Thank you to those who were polite. I apologize if I was perceived as being less than polite. Also I would go around flaunting a CKC herding title it just looks like he is chasing sheep. Sorry that'll probably come off harsh but I guess harshness is apart of these board. 

Also I am in Washington state, I would be interested in anyone who knows of a breeder of the field type in the state. I am all for supporting dogs who can still do their job. Thank you. 
-Dart


----------



## Megora (Jun 7, 2010)

I train with 2 very good clubs here where there are people with border collies competing at a high level in agility and herding (meaning national competition, not just foundations agility). These people sometimes stop by the obedience side with their dogs and... I'll be honest, I have never met a nice border collie. I don't trust them to the point I will get in their space with my dogs. And generally the owners request that people keep their dogs away.

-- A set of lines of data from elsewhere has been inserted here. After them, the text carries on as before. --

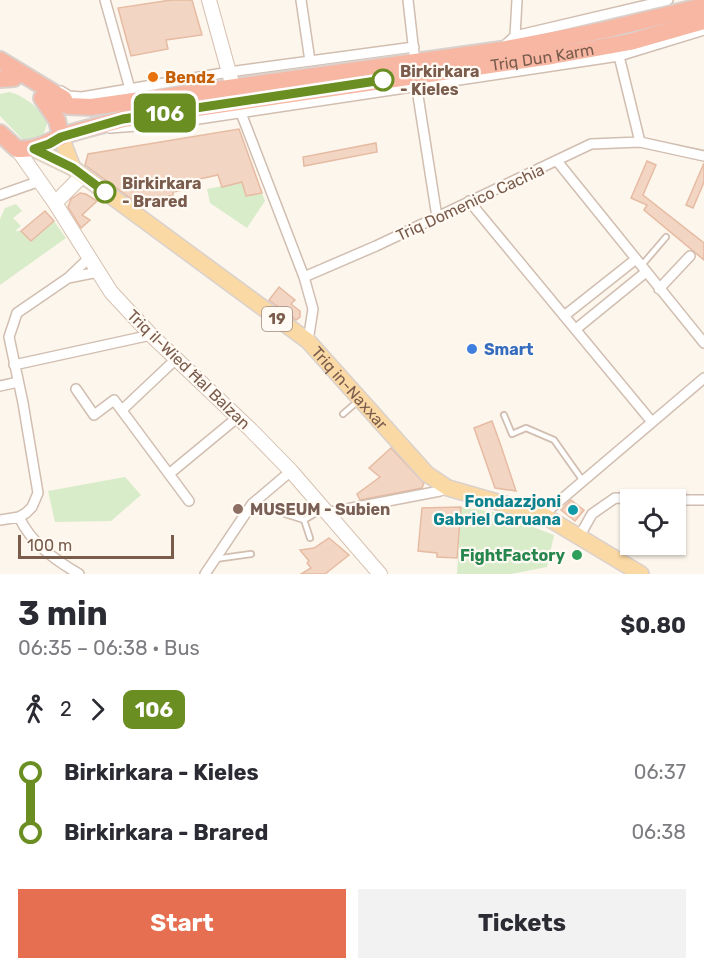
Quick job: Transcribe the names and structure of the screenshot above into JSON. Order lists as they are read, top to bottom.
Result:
{
  "streets": {
    "highway": ["Triq Dun Karm", "Triq in-Naxxar"],
    "main road": ["19", "Triq il-Wied Ħal Balzan"],
    "street": ["Triq Domenico Cachia"]
  },
  "crossings": [
    ["Triq il-Wied Ħal Balzan", "Triq in-Naxxar"]
  ],
  "places": [
    "Bendz",
    "Birkirkara - Kieles",
    "Birkirkara - Brared",
    "Smart",
    "MUSEUM - Subien",
    "Fondazzjoni Gabriel Caruana",
    "FightFactory"
  ],
  "lines": ["bus line 106"],
  "scale_bar": "100 m",
  "page": {
    "on_map": "106",
    "scale": "100 m",
    "heading": ["3 min", "06:35 – 06:38 · Bus", "$0.80"],
    "legs": ["2", "106"],
    "list": [
      {
        "name": "Birkirkara - Kieles",
        "value": "06:37"
      },
      {
        "name": "Birkirkara - Brared",
        "value": "06:38"
      }
    ],
    "buttons": ["Start", "Tickets"]
  }
}
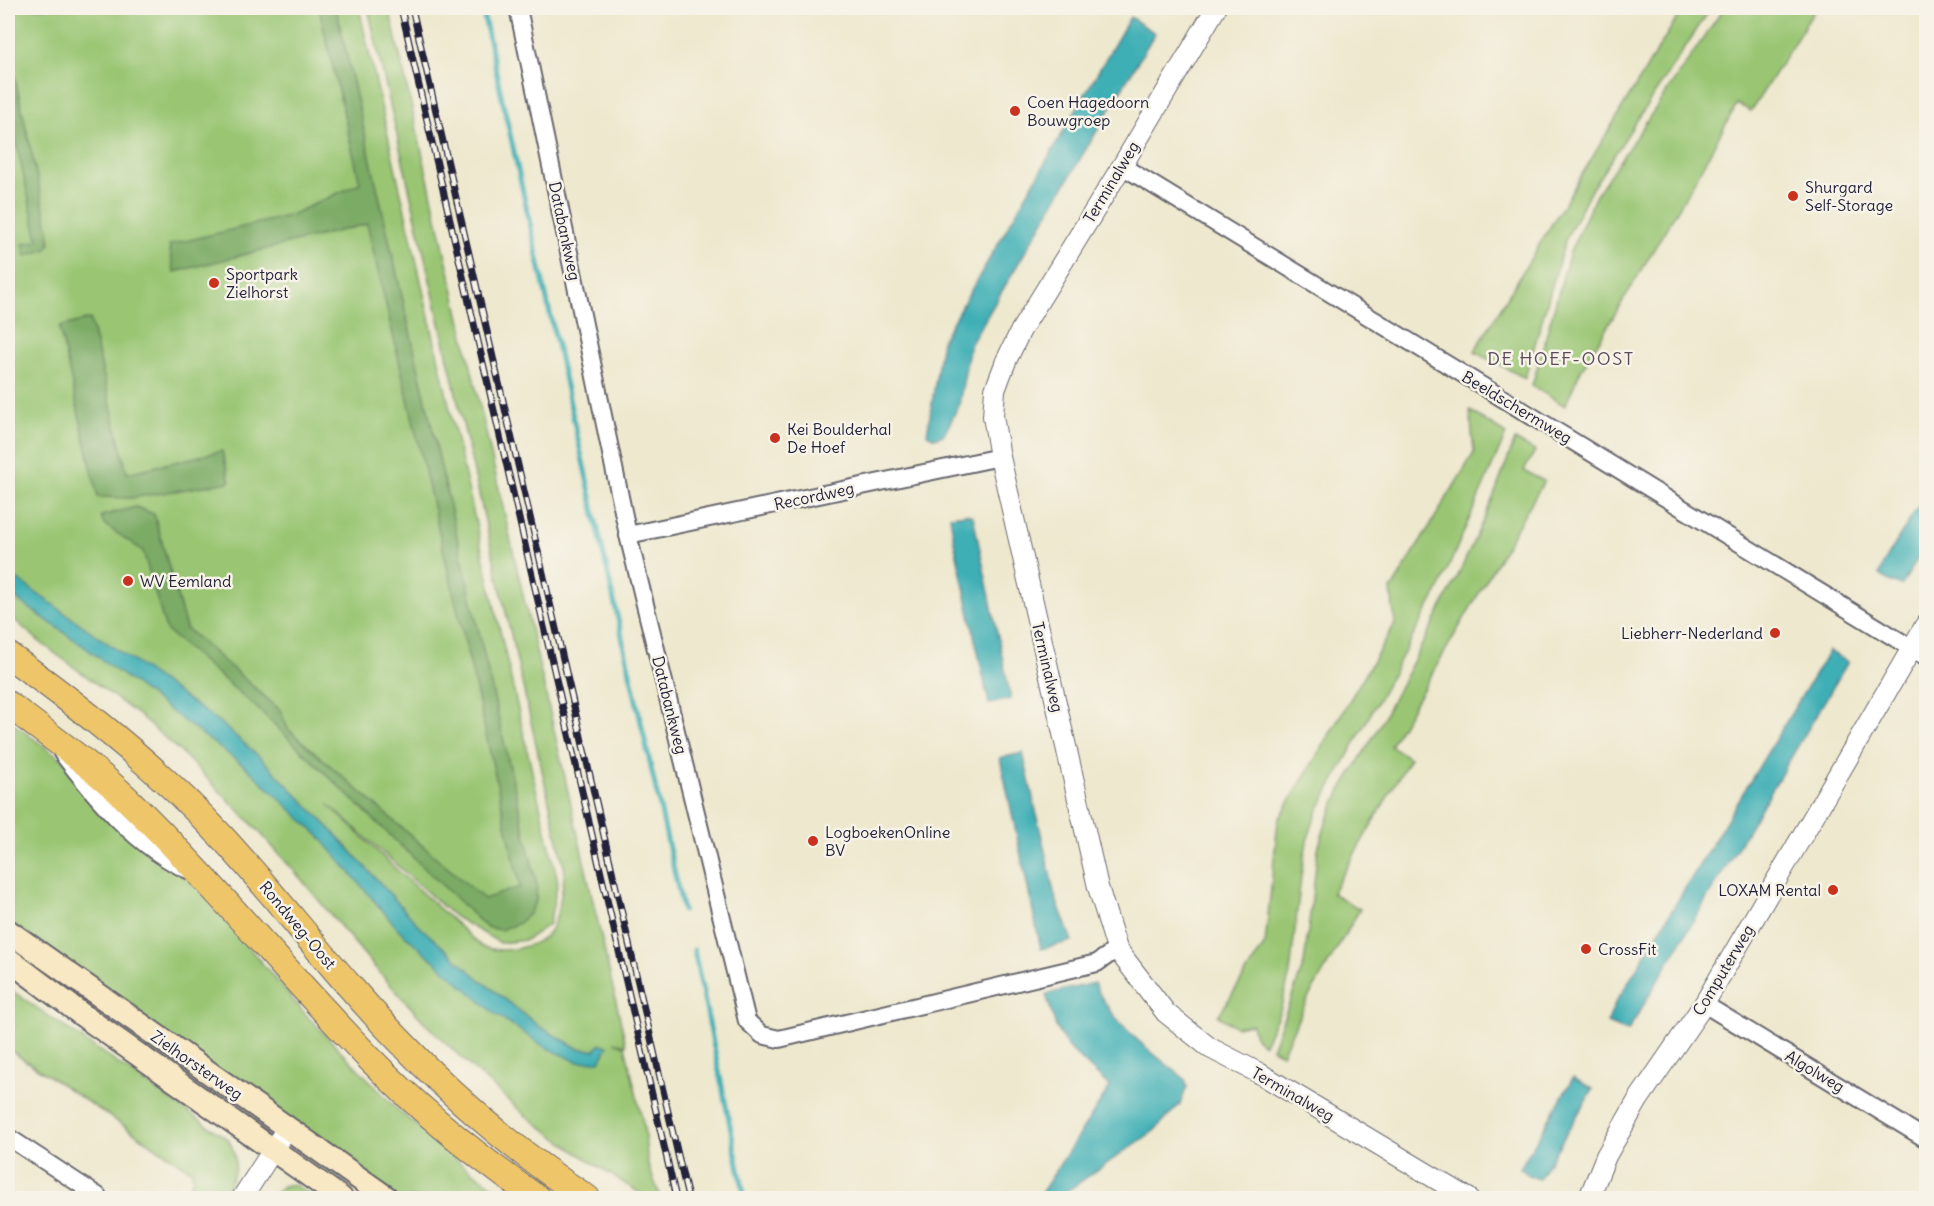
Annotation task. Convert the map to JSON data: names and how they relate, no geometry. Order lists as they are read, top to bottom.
{
  "streets": {
    "main road": ["Rondweg-Oost", "Zielhorsterweg"],
    "street": [
      "Terminalweg",
      "Databankweg",
      "Beeldschermweg",
      "Recordweg",
      "Computerweg",
      "Algolweg"
    ]
  },
  "crossings": [
    ["Terminalweg", "Databankweg"],
    ["Terminalweg", "Beeldschermweg"],
    ["Terminalweg", "Recordweg"],
    ["Databankweg", "Recordweg"],
    ["Beeldschermweg", "Computerweg"],
    ["Computerweg", "Algolweg"]
  ],
  "districts": ["DE HOEF-OOST"],
  "places": [
    "Coen Hagedoorn Bouwgroep",
    "Shurgard Self-Storage",
    "Sportpark Zielhorst",
    "Kei Boulderhal De Hoef",
    "WV Eemland",
    "Liebherr-Nederland",
    "LogboekenOnline BV",
    "LOXAM Rental",
    "CrossFit"
  ]
}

One of my friends is a border collie person - and she freely admits that border collies are a judgmental and suspicious breed. They don't like people and dogs getting into their space - it's an invasion, according to them. 

She pokes fun (we are friends, it's all nicely meant) at me and other golden people - because we and our dogs are the complete polar opposite when it comes to how we socialize. We are going right up to people and their dogs and getting in their dogs faces....  

Another breed you may be interested in - is Australian shepherds. I think they are a lot nicer than border collies - though they also can be shy and sensitive. The thing I like about these dogs, and might just be what you are looking for... they are very intelligent. More so than border collies. 

If you are still hankering after our fluffy stupid dogs , you should stop over at obedience trials and sit down to watch. You can also start going to agility trials and stopping over to talk with people who owner performance bred golden retrievers - meaning goldens bred for agility (NOT the same thing as field). If that is your interest, you should be looking in the right places. 

Good luck.


----------



## Dart (Aug 5, 2013)

In that case I guess my boy is the odd man out, he loves every person and every dog after the established ' stay out if my face' rule is understood. I have heard borders are biased and like other borders, mine likes goldens though (all goldens he gets excited when he sees one). He was attacked three times before he was 6 months so he can be a bit weary if a dog rushes him.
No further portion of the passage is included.